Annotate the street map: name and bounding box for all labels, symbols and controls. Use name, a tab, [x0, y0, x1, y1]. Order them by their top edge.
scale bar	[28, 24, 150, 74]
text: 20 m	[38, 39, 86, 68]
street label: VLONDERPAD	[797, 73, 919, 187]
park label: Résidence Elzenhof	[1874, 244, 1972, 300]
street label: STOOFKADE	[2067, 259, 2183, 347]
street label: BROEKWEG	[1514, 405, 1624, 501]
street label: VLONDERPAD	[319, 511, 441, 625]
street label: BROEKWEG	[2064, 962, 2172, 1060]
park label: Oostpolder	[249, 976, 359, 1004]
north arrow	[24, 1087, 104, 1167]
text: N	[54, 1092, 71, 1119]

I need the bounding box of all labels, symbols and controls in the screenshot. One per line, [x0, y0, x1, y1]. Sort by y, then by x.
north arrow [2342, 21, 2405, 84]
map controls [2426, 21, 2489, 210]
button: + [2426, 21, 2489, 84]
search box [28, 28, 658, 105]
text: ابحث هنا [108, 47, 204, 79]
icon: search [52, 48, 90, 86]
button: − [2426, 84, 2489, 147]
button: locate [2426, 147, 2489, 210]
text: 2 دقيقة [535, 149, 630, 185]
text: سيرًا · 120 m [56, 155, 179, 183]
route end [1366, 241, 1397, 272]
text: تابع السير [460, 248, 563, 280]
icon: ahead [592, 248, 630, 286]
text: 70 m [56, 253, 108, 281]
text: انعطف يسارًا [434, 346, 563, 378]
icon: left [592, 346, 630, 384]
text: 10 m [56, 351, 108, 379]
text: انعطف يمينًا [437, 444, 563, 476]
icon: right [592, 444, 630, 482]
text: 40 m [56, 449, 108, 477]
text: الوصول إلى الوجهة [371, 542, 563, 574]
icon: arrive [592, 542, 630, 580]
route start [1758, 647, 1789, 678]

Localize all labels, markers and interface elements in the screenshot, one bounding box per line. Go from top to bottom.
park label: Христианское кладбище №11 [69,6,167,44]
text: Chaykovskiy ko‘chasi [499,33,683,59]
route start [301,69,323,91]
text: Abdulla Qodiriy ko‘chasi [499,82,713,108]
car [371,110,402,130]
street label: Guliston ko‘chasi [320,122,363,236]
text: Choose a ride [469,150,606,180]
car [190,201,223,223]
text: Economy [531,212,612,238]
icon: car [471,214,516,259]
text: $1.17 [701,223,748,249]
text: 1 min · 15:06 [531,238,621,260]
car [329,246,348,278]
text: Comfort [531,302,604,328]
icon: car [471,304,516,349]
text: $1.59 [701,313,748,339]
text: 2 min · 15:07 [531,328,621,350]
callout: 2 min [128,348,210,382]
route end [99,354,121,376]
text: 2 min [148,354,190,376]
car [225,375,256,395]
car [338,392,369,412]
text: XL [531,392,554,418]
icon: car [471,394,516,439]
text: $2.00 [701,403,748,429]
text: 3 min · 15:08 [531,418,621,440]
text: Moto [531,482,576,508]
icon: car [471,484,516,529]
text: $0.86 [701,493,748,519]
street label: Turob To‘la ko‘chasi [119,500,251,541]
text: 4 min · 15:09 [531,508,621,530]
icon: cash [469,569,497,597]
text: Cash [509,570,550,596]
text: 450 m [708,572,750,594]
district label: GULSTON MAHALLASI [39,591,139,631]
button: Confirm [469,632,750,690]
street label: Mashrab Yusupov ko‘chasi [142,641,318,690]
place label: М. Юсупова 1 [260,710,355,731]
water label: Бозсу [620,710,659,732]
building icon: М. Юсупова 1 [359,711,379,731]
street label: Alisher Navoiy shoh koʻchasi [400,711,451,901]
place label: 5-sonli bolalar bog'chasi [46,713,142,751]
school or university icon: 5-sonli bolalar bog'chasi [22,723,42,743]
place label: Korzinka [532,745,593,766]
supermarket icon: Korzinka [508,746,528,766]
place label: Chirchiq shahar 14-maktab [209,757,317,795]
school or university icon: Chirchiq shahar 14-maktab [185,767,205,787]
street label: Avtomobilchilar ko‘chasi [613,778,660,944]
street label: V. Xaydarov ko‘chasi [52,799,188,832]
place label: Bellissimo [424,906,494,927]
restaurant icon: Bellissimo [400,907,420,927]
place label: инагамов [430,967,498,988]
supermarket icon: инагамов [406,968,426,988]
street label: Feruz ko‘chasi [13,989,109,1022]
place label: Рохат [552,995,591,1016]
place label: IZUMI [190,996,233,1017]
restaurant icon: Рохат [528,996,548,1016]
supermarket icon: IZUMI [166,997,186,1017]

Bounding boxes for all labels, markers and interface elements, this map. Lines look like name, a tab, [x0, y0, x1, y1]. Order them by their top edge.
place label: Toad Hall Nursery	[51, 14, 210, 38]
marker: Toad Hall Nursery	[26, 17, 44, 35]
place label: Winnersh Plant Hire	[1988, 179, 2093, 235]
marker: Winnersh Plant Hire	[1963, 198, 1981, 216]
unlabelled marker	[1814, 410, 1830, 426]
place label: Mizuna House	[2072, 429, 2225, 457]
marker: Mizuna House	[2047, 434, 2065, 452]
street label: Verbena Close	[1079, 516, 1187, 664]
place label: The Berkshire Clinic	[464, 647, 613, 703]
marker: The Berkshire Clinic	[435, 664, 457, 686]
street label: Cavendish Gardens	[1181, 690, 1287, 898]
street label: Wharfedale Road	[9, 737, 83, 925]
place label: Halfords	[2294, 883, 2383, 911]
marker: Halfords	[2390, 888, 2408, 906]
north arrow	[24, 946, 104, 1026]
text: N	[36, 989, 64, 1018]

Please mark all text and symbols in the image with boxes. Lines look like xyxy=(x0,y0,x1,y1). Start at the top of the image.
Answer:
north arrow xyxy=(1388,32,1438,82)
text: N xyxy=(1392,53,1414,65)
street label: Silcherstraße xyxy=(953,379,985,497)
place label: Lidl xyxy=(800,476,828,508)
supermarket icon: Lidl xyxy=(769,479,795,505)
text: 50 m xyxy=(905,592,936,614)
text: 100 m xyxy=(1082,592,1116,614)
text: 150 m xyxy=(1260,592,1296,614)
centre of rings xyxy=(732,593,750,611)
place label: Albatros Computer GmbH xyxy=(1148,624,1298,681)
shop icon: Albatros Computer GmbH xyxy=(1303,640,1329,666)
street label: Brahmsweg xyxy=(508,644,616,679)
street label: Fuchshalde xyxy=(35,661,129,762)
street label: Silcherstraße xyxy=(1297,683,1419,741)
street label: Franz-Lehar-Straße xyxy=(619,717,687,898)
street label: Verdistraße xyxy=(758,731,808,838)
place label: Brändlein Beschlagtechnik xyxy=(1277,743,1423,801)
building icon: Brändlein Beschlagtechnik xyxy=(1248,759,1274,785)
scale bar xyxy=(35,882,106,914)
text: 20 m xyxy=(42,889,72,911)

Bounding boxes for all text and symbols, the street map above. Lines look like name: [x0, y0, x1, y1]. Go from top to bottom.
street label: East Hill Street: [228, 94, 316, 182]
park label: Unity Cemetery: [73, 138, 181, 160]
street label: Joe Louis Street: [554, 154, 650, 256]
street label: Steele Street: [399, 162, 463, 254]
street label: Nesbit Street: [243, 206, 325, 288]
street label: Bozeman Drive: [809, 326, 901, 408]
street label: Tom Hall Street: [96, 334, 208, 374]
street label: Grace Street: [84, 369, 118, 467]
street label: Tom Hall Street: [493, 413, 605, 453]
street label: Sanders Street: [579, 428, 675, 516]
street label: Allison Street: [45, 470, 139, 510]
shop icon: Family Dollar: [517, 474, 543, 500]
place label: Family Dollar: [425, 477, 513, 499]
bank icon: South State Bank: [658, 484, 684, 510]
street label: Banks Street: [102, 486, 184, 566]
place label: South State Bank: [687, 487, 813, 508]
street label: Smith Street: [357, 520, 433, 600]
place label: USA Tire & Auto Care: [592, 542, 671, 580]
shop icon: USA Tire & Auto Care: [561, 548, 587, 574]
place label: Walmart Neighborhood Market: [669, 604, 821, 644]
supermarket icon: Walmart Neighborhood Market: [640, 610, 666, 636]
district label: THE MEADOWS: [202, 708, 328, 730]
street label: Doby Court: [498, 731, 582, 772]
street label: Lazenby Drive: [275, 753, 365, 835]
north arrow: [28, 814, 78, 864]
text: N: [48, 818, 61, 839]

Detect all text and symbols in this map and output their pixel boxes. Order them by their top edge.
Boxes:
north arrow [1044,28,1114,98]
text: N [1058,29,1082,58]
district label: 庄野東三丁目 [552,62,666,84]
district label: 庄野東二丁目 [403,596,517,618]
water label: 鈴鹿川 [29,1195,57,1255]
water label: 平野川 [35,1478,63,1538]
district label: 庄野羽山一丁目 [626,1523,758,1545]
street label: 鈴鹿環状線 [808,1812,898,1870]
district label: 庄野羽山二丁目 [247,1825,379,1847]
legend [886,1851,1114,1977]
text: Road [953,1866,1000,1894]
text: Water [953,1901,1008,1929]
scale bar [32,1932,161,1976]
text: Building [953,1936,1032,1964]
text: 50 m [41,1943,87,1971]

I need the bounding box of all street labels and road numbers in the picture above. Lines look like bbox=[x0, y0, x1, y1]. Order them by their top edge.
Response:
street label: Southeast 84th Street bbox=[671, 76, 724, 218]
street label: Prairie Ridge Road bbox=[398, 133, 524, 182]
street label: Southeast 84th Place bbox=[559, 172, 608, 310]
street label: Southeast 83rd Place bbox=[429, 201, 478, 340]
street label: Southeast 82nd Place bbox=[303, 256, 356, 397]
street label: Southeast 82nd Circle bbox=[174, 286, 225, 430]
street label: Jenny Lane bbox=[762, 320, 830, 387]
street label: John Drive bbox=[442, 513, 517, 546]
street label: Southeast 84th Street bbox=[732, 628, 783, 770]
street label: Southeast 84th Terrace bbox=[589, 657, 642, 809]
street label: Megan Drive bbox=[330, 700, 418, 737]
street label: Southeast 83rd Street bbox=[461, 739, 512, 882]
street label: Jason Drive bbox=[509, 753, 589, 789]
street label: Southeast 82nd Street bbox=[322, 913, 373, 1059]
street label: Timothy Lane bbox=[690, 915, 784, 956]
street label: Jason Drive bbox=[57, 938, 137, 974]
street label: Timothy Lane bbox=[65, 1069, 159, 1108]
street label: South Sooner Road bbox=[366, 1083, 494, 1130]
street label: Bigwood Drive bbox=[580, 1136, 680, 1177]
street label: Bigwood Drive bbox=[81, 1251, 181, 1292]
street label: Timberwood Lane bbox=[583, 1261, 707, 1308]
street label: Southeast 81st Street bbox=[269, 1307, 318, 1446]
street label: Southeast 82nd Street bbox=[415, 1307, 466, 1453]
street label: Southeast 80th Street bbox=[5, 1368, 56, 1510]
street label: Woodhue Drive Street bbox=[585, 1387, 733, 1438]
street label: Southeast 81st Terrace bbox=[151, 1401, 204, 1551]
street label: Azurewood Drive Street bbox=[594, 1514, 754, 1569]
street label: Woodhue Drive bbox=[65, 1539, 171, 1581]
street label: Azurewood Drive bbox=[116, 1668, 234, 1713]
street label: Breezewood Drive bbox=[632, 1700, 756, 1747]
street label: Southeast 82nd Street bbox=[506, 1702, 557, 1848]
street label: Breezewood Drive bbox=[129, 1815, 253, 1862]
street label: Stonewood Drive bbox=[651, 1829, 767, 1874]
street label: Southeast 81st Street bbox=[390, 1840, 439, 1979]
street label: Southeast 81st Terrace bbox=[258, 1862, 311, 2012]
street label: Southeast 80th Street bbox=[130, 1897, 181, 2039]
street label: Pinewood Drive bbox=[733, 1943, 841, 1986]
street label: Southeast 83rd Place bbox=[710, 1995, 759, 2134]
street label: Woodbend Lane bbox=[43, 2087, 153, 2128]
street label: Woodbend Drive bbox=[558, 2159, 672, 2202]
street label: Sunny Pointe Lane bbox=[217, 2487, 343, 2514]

..........

Print, from the entries above, the line with "Bounding boxes for all labels, markers", the line with "Please mark all" and all lines between them, exactly and with nothing else.

FINISHED TASK
Bounding boxes for all labels, markers and interface elements, this map. Lines look like name, a tab, [x0, y0, x1, y1]. Order them by their top edge.
place label: Toad Hall Nursery	[51, 14, 210, 38]
marker: Toad Hall Nursery	[26, 17, 44, 35]
place label: Winnersh Plant Hire	[1988, 179, 2093, 235]
marker: Winnersh Plant Hire	[1963, 198, 1981, 216]
unlabelled marker	[1814, 410, 1830, 426]
place label: Mizuna House	[2072, 429, 2225, 457]
marker: Mizuna House	[2047, 434, 2065, 452]
street label: Verbena Close	[1079, 516, 1187, 664]
place label: The Berkshire Clinic	[464, 647, 613, 703]
marker: The Berkshire Clinic	[435, 664, 457, 686]
street label: Cavendish Gardens	[1181, 690, 1287, 898]
street label: Wharfedale Road	[9, 737, 83, 925]
place label: Halfords	[2294, 883, 2383, 911]
marker: Halfords	[2390, 888, 2408, 906]
north arrow	[24, 946, 104, 1026]
text: N	[36, 989, 64, 1018]

Please mark all text and symbols in the image with boxes. Lines look like xyxy=(x0,y0,x1,y1). Start at the top of the image.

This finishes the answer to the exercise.